Cette proposition vient de passer à la moulinette de la Commission des institutions politiques du Conseil national qui ne voit aucune incompatibilité entre les deux statuts et qui vient de rejeter la proposition socialiste par 16 voix contre 8, soit dans une proportion correspondant exactement au rapport de force droite-gauche.
Pour la socialiste vaudoise Ada Marra membre de cette commission, ce résultat «n’est pas une surprise» et il est la manifestation d’un comportement «ancré dans les gênes de la droite» qui ne peut pas se défaire de la moindre parcelle de l’influence qu’elle exerce sur le juteux commerce de l’assurance-maladie en Suisse.
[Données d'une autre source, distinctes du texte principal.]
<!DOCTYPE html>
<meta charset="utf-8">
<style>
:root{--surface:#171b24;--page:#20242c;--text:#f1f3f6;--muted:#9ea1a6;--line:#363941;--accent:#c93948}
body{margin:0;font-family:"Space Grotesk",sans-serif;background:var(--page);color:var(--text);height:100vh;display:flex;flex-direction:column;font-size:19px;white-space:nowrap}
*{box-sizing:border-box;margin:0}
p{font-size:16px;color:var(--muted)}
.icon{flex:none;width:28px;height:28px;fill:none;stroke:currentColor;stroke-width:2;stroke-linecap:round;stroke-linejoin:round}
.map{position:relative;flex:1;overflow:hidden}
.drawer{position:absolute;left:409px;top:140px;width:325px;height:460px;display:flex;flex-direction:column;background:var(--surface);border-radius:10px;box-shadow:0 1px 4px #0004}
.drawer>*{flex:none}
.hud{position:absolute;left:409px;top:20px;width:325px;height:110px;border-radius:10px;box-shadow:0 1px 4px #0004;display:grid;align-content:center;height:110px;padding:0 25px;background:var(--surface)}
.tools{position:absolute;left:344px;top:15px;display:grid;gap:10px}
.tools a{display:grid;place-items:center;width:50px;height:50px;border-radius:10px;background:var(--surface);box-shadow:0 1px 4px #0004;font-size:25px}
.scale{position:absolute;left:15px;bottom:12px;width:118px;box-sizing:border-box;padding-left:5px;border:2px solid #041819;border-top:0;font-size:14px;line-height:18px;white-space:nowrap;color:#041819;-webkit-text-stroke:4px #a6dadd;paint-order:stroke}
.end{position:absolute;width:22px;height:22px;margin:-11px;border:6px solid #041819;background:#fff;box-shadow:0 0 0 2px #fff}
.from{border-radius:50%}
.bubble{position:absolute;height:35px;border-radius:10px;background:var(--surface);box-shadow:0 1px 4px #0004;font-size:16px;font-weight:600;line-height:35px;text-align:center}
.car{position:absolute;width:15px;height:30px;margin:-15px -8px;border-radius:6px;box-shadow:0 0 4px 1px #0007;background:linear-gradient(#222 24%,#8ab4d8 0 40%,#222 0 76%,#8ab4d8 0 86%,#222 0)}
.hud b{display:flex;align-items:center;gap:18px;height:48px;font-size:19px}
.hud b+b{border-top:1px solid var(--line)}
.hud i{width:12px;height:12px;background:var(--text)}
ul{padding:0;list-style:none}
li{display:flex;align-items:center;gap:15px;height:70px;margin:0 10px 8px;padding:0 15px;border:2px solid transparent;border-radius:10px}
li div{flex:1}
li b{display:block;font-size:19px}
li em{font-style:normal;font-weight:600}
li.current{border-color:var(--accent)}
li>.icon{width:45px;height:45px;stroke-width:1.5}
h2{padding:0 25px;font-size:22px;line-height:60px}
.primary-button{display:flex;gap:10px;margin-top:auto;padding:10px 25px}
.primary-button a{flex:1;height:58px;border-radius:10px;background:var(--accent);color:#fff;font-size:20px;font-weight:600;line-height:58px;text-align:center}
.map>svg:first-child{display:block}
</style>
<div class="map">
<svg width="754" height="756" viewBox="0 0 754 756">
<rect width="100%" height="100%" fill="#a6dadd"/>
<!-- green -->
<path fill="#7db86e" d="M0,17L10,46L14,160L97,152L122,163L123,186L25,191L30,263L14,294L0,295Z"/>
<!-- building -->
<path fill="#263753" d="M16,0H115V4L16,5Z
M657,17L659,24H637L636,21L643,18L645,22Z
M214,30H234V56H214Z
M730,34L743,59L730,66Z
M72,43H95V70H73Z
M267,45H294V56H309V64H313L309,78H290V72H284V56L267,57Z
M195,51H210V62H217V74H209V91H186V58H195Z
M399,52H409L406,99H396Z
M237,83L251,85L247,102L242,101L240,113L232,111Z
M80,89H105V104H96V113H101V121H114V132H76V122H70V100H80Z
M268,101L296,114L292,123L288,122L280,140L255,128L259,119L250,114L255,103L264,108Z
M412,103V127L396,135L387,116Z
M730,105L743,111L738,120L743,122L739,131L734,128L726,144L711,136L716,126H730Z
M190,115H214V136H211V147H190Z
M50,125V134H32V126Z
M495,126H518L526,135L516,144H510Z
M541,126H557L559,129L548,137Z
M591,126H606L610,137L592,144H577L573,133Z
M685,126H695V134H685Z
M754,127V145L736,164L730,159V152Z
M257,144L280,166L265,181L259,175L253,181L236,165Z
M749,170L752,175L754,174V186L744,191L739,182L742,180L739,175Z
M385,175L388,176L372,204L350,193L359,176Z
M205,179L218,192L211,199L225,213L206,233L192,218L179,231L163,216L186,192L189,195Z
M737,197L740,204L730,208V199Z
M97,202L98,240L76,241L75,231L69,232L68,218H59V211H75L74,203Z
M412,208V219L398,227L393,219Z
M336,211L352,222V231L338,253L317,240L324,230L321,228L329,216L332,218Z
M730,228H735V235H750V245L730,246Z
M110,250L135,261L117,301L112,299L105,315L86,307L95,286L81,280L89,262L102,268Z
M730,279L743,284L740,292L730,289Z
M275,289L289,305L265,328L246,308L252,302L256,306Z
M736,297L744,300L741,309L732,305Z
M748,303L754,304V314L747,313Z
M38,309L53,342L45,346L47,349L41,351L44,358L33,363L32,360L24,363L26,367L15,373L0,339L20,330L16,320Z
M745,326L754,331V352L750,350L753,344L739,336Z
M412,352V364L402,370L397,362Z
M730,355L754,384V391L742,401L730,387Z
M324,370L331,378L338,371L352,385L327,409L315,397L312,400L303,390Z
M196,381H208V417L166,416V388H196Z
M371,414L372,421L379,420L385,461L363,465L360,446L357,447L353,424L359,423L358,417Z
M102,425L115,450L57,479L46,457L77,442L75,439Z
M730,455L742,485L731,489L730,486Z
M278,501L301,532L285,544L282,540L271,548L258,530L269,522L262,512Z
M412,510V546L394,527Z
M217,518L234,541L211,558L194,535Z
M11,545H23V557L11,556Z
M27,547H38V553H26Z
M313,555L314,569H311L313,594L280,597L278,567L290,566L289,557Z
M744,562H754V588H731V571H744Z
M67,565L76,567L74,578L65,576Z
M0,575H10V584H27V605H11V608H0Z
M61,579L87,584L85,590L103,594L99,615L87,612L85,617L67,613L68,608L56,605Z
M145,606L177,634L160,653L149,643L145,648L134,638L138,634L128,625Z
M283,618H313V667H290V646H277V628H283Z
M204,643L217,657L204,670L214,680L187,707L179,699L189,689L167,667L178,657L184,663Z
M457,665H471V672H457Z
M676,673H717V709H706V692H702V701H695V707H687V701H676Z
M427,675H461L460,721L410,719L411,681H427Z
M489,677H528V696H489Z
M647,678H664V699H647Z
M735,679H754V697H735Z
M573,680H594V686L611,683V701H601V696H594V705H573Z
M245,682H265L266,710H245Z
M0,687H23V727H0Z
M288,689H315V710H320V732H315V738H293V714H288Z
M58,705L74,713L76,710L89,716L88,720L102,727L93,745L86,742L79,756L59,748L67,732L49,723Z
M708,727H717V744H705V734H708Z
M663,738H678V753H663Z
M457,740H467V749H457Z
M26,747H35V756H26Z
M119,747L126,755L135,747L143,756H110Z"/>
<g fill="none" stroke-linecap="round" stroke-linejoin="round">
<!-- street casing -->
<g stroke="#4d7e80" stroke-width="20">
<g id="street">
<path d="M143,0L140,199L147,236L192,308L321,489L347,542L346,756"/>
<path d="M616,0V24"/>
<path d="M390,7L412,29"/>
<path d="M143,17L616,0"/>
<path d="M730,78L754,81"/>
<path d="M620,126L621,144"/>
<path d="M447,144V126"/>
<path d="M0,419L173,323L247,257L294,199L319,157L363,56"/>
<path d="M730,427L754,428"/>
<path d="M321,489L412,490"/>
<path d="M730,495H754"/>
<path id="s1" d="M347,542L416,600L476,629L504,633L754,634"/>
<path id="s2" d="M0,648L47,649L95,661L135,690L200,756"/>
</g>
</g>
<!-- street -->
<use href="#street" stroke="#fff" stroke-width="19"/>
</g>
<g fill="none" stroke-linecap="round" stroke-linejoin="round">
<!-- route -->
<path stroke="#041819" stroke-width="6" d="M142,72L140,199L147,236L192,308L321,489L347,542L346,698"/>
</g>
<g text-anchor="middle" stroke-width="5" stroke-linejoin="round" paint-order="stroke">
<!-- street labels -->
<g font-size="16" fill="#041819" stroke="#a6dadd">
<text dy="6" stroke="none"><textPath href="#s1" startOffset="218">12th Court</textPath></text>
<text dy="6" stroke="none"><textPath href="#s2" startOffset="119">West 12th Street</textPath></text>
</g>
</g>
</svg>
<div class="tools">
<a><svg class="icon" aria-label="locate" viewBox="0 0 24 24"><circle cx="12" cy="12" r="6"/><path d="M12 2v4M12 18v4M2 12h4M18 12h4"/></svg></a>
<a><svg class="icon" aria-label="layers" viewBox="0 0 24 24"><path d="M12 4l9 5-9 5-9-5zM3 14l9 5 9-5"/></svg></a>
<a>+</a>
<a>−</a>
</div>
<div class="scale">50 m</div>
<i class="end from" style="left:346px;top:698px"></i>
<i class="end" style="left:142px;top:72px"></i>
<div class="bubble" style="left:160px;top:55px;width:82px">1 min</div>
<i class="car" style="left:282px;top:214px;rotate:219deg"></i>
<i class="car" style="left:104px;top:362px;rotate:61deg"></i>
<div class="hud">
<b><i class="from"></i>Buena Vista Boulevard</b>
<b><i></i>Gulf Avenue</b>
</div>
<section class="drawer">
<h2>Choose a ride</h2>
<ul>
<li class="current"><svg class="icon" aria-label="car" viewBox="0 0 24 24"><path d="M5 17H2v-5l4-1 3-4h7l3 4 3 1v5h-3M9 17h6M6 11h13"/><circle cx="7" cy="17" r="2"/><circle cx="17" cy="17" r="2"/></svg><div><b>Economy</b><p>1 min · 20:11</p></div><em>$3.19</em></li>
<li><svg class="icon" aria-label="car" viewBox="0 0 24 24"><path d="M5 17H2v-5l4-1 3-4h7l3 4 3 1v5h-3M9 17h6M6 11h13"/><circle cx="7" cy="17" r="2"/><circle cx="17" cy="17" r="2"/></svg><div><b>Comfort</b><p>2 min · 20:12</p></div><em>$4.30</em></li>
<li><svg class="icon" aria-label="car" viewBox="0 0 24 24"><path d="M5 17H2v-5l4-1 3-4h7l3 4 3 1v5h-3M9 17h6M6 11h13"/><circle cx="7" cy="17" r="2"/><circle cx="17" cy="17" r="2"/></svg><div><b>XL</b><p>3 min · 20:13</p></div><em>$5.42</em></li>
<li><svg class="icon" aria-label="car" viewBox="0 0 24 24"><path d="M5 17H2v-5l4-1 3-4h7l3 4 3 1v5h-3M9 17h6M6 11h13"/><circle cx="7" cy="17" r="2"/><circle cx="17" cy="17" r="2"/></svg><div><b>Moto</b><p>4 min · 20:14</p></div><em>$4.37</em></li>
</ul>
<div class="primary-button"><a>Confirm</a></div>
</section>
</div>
A titre d’exemple, en 2008, ce sont les parlementaires du lobby des assureurs-maladie qui ont rédigé l’article constitutionnel faisant office de contre-projet à l’initiative populaire UDC finalement retirée. Fort heureusement, cet article constitutionnel, qui inscrivait dans la Constitution les principes de concurrence, de transparence mais aussi de qualité et d’efficacité économique des prestations, fut rejeté par une grande majorité des votants et des cantons le 1er juin dernier. Mais tout de même, les chambres, dominées par la droite, l’avaient accepté au préalable et les conséquences d’un «oui» auraient été dramatiques : fin du libre choix du médecin, détermination du catalogue des prestations remboursées par les caisses-maladie elles-mêmes, diminution du nombre de lits d’hôpitaux, nouvelle assurance complémentaire pour les soins à domicile … entre autres. En un mot comme en cent, on l’a échappé belle !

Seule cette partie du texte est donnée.